New here, just bought a house last year and have been doing repairs ever since, and its great.

Problem:  I want to cut a 1 1/4" galvanized steel pipe used for steam heating.  The reason is because I need to move a radiator.  Normally, I would use a sawzall with a metal cutting blade, but I need cut the pipe square in order to thread it and attach an extension.  The pipe is running parallel to the floor joists and is quite close the bottom of the first floor.  I don't have enough room to use a pipe cutter.  

Question:  How should I cut the pipe and keep the cut square enough to thread the galvanized steel pipe?

Thanks guys,
Jeff


----------



## handyguys (Sep 16, 2008)

Can you unscrew it from the next joint in the chain and then use a pipe cutter?


----------



## Gpost (Sep 16, 2008)

Unfortunately, the pipe has been there for 90+ years and the only way to remove these pipes is to cut them.

On another note, I did talk to a plumber today who recommended a special type of coupler.  You can connect it to a cut galvanized steel pipe on one end and it has a thread on the other.  It is specially made for steam pipes and can withstand the high temps.  So, I'll give that a shot.


----------



## PulSamsara (Aug 27, 2009)

"Unfortunately, the pipe has been there for 90+ years and the only way to remove these pipes is to cut them.

On another note, I did talk to a plumber today who recommended a special type of coupler. You can connect it to a cut galvanized steel pipe on one end and it has a thread on the other. It is specially made for steam pipes and can withstand the high temps. So, I'll give that a shot."

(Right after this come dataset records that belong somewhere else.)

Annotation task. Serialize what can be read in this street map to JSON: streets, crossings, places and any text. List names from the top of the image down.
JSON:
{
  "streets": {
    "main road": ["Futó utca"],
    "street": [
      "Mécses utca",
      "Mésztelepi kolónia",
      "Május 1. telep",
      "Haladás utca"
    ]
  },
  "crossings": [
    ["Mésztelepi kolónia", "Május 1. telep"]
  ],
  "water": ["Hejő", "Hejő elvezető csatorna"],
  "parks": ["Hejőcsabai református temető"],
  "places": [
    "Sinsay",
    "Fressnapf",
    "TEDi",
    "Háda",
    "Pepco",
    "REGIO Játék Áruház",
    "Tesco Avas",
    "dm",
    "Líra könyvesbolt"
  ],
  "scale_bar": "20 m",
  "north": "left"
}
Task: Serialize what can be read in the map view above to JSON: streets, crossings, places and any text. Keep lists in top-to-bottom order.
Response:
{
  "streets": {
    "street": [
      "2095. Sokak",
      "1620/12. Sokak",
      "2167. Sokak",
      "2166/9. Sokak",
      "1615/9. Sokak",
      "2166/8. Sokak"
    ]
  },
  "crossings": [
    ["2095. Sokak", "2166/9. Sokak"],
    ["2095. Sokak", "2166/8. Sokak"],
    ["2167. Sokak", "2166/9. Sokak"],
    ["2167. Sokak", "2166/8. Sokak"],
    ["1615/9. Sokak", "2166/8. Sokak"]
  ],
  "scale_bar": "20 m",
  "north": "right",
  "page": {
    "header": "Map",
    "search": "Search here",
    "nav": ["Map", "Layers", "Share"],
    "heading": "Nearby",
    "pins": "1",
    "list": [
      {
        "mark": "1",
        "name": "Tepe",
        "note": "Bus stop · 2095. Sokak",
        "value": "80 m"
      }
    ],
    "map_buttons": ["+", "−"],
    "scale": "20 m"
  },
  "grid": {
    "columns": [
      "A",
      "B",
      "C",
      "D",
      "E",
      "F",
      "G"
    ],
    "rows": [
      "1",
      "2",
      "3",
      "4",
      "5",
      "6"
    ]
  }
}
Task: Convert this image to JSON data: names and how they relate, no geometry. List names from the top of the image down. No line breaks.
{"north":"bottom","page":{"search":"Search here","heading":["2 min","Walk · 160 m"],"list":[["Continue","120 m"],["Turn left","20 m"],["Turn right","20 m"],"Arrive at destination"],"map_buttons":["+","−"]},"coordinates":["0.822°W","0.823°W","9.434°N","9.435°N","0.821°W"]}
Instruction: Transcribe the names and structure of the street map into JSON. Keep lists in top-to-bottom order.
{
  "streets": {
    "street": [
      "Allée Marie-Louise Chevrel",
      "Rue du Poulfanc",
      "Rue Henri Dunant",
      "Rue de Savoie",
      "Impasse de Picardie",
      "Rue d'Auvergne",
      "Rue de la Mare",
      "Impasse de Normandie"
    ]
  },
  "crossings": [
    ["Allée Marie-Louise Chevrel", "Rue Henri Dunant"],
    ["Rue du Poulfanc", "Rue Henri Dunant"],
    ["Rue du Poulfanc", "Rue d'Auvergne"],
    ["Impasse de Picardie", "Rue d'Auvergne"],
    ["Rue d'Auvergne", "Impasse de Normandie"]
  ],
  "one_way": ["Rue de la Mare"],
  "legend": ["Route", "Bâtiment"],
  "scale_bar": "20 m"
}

I know this post is kinda' old... but... how did you make out with that coupler.
What is the name... some kinda' compression coupling, right ?
I'm in the same spot.
Thanks
JT


----------



## inspectorD (Aug 27, 2009)

Go to your local plumbing supply store...the folks there have the answer to your sized pipe, and can tell you which one is best for your situation. Take a piece of the pipe with you to make sure.


----------



## Speedbump (Aug 27, 2009)

I believe your talking about a Dresser Coupling.  It is galvanized, has jam nuts on each end with rubber rings that squeeze around the pipe when the jam nuts are tightened.  

The other thing you could do is just cut the pipe with the sawzall, unscrew it from both ends then put in whatever you want to for a replacement.  It has to screw into something on both ends.  Elbow, coupling, tee or union.  If it's a union, you won't need to cut it.


----------



## CraigFL (Aug 28, 2009)

I like my Dremel tool with a cutoff wheel for situations like that!


----------



## Redwood (Aug 28, 2009)

I like the 2 hammers approach on the next coupling or elbow.

Bang...   Gone!


----------